* [Work to be completed]:
Copy the result of filtering the entries below for lines that include the string "body".
....
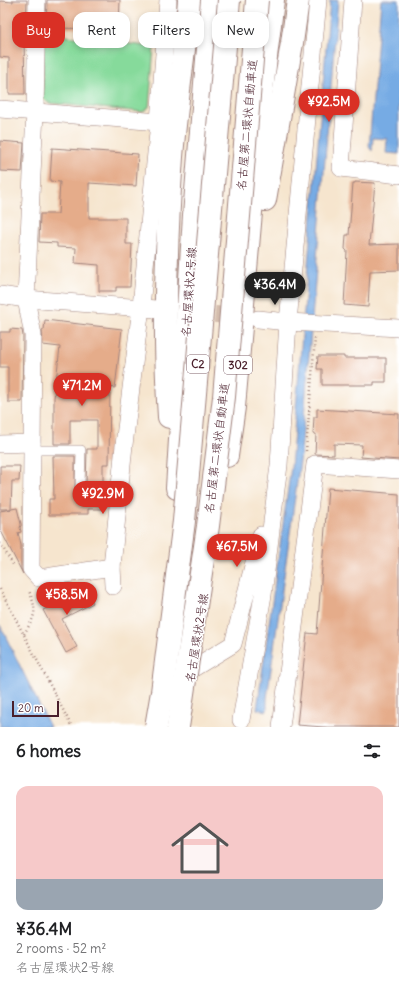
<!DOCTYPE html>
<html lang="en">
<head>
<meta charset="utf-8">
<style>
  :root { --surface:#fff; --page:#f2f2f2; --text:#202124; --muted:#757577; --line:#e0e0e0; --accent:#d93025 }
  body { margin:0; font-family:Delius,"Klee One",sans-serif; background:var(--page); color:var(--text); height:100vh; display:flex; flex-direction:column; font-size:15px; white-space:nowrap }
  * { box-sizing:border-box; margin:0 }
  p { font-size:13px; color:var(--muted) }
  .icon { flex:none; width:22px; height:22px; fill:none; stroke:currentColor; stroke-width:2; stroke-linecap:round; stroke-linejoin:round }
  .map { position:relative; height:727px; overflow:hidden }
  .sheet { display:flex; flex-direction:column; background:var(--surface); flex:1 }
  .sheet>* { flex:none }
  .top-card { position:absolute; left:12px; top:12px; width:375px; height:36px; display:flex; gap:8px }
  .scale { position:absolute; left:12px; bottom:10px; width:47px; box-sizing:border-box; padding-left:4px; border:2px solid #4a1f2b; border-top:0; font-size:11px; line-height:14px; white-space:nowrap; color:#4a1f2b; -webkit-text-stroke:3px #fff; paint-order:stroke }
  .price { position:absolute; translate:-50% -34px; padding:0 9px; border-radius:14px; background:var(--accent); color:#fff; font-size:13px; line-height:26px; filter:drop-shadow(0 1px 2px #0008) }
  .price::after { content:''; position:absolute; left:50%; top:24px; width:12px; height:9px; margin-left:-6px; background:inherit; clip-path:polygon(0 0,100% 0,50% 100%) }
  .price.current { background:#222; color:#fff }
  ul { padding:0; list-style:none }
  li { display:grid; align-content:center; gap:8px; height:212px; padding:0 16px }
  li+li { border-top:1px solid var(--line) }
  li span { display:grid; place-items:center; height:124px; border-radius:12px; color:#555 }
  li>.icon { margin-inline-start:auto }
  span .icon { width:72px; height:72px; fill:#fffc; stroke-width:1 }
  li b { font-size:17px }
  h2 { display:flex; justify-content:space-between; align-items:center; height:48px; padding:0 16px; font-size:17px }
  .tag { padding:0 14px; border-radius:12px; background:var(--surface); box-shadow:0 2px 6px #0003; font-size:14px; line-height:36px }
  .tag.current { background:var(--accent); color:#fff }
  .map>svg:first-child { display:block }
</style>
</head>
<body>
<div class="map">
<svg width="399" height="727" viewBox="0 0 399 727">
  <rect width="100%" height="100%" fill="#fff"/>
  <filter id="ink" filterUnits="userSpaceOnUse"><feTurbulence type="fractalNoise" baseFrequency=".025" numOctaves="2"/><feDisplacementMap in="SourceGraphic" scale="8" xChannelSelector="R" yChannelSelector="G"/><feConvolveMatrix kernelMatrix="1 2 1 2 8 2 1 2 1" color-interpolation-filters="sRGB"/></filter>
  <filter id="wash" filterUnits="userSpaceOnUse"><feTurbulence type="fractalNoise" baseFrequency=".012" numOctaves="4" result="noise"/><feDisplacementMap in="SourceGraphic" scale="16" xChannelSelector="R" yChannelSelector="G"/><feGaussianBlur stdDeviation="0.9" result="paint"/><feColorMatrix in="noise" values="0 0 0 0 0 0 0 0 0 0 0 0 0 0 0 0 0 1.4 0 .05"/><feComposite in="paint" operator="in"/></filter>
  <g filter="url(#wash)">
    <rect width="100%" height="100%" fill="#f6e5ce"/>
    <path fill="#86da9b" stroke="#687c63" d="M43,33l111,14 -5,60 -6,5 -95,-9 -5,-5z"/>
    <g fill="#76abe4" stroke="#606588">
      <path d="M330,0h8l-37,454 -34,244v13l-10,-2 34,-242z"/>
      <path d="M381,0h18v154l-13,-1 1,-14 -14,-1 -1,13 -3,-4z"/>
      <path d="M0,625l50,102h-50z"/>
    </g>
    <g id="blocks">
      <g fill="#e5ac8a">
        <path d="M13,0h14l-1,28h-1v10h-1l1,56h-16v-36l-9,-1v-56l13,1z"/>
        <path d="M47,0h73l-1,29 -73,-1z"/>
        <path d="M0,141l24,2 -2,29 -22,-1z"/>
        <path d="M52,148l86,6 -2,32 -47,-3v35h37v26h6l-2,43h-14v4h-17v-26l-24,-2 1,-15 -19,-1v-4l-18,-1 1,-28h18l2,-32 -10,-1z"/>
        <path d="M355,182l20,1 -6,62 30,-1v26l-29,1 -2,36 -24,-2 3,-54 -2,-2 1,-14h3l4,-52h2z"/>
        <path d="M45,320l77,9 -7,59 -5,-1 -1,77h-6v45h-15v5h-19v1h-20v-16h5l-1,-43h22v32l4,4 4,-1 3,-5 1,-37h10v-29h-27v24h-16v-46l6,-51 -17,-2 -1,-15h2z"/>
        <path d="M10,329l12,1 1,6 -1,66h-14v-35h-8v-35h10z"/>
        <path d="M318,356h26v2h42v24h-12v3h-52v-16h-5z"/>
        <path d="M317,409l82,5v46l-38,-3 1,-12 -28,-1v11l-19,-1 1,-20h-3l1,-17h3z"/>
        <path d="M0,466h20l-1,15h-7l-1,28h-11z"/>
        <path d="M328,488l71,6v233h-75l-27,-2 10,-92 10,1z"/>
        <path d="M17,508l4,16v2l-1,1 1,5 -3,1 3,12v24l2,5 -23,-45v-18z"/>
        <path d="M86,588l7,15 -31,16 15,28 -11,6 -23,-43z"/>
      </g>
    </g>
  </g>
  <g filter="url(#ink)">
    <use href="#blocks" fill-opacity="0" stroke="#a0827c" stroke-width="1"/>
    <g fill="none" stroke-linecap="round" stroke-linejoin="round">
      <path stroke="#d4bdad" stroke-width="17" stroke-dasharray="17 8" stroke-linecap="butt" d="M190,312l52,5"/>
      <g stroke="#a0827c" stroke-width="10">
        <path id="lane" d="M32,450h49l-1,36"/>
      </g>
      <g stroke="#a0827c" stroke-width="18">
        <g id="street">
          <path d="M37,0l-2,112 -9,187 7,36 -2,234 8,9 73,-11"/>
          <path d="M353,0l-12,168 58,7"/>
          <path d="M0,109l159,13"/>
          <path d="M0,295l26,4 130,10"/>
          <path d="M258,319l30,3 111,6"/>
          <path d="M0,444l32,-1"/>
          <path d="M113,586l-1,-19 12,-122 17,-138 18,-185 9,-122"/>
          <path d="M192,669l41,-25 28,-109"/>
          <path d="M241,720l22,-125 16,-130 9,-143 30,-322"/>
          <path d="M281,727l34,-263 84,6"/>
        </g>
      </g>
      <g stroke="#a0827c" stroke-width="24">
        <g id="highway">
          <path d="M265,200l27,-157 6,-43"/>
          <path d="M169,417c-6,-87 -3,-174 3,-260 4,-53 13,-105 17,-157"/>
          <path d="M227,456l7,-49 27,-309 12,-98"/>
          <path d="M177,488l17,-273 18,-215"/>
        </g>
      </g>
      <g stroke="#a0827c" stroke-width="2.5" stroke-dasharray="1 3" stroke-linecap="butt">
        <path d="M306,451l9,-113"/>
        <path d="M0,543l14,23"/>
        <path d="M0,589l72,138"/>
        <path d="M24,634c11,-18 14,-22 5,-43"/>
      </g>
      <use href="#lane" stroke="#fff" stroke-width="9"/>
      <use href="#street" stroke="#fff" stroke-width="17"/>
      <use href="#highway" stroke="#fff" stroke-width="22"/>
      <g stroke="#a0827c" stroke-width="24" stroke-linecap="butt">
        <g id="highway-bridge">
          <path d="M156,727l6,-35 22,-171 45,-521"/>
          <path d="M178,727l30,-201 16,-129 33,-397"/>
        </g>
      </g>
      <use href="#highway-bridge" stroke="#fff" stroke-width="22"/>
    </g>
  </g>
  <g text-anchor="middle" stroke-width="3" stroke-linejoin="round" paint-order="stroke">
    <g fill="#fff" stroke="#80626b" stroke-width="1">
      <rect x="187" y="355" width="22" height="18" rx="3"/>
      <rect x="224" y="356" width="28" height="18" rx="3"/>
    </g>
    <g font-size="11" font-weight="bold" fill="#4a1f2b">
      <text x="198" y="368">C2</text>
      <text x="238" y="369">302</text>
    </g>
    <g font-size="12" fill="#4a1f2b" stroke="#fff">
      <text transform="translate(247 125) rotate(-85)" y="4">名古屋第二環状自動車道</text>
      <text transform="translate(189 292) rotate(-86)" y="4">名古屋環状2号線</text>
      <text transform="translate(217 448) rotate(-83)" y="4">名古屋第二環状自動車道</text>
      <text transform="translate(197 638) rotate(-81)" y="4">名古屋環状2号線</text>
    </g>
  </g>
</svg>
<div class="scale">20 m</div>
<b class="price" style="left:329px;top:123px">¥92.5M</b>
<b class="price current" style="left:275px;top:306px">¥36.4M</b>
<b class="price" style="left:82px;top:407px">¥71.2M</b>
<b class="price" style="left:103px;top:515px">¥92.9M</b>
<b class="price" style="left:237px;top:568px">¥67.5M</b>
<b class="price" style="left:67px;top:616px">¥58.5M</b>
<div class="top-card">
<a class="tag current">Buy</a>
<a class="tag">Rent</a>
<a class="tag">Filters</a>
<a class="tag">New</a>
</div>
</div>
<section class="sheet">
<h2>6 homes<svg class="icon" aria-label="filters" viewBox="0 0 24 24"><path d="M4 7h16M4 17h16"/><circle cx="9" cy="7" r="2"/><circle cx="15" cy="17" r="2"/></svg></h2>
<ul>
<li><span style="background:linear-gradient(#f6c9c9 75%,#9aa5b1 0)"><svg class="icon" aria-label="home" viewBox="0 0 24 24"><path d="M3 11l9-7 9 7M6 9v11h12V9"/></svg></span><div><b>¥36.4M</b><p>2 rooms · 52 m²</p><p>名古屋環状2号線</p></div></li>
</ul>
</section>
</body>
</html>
....
* [Answer section]:
  body { margin:0; font-family:Delius,"Klee One",sans-serif; background:var(--page); color:var(--text); height:100vh; display:flex; flex-direction:column; font-size:15px; white-space:nowrap }
<body>
</body>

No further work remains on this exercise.